EXERCISE GOAL | Repeat word for word every line of the data below, from the first through the line containing "width:19px; height:19px; translate:-50%", and stop there.

Collected data entries:
==============================

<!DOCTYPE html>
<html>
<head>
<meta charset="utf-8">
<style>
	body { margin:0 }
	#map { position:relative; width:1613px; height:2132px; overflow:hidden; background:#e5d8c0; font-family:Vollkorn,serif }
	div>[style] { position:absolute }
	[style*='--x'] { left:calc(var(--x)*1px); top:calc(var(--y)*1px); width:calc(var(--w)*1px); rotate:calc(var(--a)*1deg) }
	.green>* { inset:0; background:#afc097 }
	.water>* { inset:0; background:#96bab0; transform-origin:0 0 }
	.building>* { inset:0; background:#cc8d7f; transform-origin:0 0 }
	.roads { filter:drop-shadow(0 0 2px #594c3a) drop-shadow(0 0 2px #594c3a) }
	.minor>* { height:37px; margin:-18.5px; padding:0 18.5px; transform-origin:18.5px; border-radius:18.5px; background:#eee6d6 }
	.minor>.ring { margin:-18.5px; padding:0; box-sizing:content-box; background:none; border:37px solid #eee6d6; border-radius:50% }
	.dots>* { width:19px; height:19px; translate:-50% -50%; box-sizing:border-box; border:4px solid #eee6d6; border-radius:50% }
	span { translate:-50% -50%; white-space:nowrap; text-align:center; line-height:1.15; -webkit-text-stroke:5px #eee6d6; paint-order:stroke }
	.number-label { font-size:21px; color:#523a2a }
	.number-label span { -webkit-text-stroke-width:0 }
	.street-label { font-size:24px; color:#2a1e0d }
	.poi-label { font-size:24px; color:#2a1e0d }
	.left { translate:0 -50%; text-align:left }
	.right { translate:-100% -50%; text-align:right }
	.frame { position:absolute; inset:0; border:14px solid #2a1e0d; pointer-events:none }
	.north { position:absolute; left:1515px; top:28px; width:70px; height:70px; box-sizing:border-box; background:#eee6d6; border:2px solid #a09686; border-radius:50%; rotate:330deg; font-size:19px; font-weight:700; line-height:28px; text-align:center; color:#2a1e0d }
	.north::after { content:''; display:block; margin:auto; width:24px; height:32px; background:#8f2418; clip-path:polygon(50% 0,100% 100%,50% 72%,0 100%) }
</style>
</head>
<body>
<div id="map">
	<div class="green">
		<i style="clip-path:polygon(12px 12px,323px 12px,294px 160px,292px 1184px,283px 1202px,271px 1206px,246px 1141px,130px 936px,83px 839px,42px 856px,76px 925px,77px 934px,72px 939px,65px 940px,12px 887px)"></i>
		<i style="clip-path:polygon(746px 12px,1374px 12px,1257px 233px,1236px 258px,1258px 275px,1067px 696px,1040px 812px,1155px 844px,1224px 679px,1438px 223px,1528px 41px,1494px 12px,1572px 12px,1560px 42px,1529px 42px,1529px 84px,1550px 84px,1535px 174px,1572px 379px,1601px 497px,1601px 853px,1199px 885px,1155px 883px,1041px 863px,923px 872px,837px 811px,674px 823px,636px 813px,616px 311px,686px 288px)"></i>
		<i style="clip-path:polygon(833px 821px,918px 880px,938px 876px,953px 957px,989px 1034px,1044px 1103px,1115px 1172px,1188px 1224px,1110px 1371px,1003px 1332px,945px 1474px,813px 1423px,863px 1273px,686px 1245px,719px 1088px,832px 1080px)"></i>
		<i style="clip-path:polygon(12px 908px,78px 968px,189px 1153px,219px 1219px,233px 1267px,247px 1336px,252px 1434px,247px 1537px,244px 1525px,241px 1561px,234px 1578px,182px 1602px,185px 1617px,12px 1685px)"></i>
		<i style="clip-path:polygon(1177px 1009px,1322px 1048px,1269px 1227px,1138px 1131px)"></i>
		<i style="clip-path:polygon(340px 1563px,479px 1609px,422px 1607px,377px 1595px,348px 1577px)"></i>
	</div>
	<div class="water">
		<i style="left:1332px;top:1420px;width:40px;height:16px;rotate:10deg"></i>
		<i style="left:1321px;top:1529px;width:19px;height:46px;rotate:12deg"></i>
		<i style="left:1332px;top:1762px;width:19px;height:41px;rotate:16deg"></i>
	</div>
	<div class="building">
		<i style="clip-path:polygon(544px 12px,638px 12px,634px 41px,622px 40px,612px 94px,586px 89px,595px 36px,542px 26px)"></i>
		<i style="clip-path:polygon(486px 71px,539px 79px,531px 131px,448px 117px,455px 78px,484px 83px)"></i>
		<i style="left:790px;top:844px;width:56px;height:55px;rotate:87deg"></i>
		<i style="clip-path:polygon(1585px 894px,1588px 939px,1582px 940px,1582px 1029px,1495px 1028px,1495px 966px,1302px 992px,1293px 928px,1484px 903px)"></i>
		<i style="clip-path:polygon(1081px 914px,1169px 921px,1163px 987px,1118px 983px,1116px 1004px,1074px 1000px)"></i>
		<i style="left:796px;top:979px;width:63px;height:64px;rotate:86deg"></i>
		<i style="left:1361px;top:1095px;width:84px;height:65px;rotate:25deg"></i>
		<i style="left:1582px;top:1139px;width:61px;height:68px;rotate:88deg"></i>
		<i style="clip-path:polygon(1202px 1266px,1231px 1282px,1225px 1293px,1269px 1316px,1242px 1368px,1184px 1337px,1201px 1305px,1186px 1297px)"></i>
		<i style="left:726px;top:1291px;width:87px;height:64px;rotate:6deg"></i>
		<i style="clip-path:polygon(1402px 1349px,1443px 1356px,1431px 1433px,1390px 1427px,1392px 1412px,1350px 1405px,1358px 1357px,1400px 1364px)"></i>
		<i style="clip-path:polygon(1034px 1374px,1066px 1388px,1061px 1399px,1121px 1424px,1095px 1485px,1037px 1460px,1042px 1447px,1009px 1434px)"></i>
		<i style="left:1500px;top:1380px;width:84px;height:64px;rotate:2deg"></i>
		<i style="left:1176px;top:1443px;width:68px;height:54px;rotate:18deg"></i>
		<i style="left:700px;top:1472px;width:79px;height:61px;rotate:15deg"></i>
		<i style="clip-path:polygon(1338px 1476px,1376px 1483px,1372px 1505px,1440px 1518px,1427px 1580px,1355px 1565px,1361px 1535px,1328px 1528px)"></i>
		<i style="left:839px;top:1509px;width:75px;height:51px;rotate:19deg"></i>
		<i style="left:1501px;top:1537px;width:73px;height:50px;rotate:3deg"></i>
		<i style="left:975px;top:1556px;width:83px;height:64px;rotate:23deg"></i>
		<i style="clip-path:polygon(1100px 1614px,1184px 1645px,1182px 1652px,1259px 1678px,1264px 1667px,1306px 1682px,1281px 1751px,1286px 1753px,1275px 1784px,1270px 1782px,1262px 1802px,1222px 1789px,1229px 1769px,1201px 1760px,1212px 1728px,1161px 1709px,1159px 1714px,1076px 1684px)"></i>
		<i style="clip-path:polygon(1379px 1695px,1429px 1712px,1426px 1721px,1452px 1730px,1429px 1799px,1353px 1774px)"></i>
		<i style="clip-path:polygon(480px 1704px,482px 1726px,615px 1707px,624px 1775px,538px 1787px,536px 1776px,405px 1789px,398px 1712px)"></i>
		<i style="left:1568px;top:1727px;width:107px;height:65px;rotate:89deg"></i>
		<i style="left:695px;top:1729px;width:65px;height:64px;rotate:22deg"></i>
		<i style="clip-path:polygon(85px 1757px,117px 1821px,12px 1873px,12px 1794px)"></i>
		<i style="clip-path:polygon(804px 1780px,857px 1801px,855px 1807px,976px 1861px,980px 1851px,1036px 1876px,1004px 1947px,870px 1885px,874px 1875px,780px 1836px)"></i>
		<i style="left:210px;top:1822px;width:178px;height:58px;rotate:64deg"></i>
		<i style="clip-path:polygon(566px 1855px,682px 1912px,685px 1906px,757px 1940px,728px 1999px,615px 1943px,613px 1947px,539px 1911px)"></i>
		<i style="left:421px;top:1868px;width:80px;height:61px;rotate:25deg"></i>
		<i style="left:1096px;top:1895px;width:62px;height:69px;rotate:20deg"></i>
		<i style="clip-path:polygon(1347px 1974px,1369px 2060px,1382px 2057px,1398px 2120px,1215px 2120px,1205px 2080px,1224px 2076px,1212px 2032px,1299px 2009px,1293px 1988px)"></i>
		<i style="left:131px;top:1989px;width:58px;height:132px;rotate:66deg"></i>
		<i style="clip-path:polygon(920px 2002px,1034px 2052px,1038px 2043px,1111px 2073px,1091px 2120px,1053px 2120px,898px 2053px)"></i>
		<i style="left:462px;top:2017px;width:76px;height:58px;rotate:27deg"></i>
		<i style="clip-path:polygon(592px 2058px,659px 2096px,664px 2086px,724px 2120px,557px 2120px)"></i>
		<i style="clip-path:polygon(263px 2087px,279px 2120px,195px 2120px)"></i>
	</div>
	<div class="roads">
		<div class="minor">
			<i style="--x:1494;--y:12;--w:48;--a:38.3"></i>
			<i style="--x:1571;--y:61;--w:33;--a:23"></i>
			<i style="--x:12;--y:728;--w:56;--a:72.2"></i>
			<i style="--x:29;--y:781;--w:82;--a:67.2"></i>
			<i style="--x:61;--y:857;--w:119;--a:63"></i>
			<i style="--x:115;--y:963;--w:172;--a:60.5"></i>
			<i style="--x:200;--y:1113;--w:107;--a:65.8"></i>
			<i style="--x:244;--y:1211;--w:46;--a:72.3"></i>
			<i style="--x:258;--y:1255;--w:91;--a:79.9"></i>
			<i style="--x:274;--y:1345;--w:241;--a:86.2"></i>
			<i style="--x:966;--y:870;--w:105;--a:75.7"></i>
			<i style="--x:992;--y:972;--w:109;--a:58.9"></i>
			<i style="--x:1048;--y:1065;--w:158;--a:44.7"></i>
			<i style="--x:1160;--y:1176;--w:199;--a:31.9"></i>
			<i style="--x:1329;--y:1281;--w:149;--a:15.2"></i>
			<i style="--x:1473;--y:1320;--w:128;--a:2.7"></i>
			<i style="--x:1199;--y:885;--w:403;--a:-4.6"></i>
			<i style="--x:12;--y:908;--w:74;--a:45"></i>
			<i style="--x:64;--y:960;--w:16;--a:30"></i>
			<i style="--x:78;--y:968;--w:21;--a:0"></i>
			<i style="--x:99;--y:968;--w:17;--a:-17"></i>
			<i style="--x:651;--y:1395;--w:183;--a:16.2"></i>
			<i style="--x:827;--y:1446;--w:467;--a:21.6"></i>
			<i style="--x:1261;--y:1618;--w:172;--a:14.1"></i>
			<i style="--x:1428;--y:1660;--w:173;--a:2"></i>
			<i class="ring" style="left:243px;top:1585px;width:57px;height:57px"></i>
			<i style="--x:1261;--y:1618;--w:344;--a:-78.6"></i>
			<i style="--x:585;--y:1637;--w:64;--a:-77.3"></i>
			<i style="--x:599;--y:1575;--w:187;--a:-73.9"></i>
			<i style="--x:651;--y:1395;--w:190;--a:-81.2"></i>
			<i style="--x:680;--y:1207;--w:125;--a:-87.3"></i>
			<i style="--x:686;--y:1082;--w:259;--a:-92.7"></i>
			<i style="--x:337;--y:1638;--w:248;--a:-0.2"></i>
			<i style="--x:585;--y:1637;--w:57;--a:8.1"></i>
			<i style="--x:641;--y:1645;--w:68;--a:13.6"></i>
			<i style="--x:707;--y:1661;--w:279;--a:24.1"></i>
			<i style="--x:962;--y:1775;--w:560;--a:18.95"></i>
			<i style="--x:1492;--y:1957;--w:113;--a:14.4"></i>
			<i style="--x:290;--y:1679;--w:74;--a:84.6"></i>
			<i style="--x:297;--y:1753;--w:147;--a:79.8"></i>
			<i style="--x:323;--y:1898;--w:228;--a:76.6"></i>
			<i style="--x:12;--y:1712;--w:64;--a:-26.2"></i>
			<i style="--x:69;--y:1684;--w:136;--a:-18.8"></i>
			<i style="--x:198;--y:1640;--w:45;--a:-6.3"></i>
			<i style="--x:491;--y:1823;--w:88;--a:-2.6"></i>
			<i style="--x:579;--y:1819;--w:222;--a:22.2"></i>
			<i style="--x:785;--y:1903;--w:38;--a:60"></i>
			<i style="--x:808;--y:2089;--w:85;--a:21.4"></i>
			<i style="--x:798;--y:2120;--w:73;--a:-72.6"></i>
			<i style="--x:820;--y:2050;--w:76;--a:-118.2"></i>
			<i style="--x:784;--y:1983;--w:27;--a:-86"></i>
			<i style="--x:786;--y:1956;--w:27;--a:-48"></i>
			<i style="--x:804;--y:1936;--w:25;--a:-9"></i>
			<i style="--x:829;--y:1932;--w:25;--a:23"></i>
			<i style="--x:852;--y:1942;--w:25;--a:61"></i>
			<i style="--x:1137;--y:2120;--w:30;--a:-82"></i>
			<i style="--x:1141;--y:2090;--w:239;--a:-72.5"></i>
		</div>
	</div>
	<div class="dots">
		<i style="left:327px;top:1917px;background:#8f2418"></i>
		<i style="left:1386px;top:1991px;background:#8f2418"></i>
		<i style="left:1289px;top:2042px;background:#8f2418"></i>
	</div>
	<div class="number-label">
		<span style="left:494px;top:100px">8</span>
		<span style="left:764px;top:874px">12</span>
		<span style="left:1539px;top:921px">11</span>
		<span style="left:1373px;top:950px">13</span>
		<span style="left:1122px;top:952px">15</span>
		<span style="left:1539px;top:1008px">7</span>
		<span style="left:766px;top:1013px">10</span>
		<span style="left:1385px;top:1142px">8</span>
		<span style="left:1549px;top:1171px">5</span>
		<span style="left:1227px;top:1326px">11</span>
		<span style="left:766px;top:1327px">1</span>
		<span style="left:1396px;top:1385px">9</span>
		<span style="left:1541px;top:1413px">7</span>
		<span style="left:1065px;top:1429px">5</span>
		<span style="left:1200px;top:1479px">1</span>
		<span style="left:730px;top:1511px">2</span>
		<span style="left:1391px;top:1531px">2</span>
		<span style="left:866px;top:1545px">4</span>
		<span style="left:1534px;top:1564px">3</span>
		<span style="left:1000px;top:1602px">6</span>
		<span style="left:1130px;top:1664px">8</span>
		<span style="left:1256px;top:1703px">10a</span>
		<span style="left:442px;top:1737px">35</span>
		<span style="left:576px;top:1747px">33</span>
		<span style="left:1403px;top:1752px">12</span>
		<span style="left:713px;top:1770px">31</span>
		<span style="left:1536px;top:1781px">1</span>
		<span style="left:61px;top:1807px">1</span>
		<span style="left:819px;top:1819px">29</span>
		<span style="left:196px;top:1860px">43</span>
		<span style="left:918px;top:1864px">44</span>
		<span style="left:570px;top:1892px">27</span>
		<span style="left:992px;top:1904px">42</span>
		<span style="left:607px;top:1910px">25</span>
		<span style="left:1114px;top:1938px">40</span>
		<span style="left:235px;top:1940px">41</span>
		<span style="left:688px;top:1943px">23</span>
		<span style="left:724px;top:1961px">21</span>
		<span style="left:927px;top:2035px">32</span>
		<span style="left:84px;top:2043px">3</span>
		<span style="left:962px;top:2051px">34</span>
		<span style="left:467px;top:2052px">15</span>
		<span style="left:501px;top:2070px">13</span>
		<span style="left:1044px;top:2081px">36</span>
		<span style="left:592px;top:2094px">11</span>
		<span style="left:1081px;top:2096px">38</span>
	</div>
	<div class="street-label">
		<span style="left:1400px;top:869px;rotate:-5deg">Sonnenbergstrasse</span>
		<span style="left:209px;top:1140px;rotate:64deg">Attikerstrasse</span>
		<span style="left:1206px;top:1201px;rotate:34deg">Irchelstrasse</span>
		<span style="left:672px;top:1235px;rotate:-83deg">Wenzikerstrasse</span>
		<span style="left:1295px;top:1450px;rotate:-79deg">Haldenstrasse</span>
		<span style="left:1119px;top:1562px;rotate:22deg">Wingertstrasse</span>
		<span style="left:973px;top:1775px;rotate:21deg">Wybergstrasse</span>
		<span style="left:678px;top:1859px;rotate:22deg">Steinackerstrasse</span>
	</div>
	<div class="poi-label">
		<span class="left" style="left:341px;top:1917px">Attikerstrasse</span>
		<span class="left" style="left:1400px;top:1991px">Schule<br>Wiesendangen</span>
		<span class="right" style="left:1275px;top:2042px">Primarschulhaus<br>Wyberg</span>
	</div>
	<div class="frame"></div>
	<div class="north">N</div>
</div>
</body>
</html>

==============================

ANSWER SECTION |
<!DOCTYPE html>
<html>
<head>
<meta charset="utf-8">
<style>
	body { margin:0 }
	#map { position:relative; width:1613px; height:2132px; overflow:hidden; background:#e5d8c0; font-family:Vollkorn,serif }
	div>[style] { position:absolute }
	[style*='--x'] { left:calc(var(--x)*1px); top:calc(var(--y)*1px); width:calc(var(--w)*1px); rotate:calc(var(--a)*1deg) }
	.green>* { inset:0; background:#afc097 }
	.water>* { inset:0; background:#96bab0; transform-origin:0 0 }
	.building>* { inset:0; background:#cc8d7f; transform-origin:0 0 }
	.roads { filter:drop-shadow(0 0 2px #594c3a) drop-shadow(0 0 2px #594c3a) }
	.minor>* { height:37px; margin:-18.5px; padding:0 18.5px; transform-origin:18.5px; border-radius:18.5px; background:#eee6d6 }
	.minor>.ring { margin:-18.5px; padding:0; box-sizing:content-box; background:none; border:37px solid #eee6d6; border-radius:50% }
	.dots>* { width:19px; height:19px; translate:-50% -50%; box-sizing:border-box; border:4px solid #eee6d6; border-radius:50% }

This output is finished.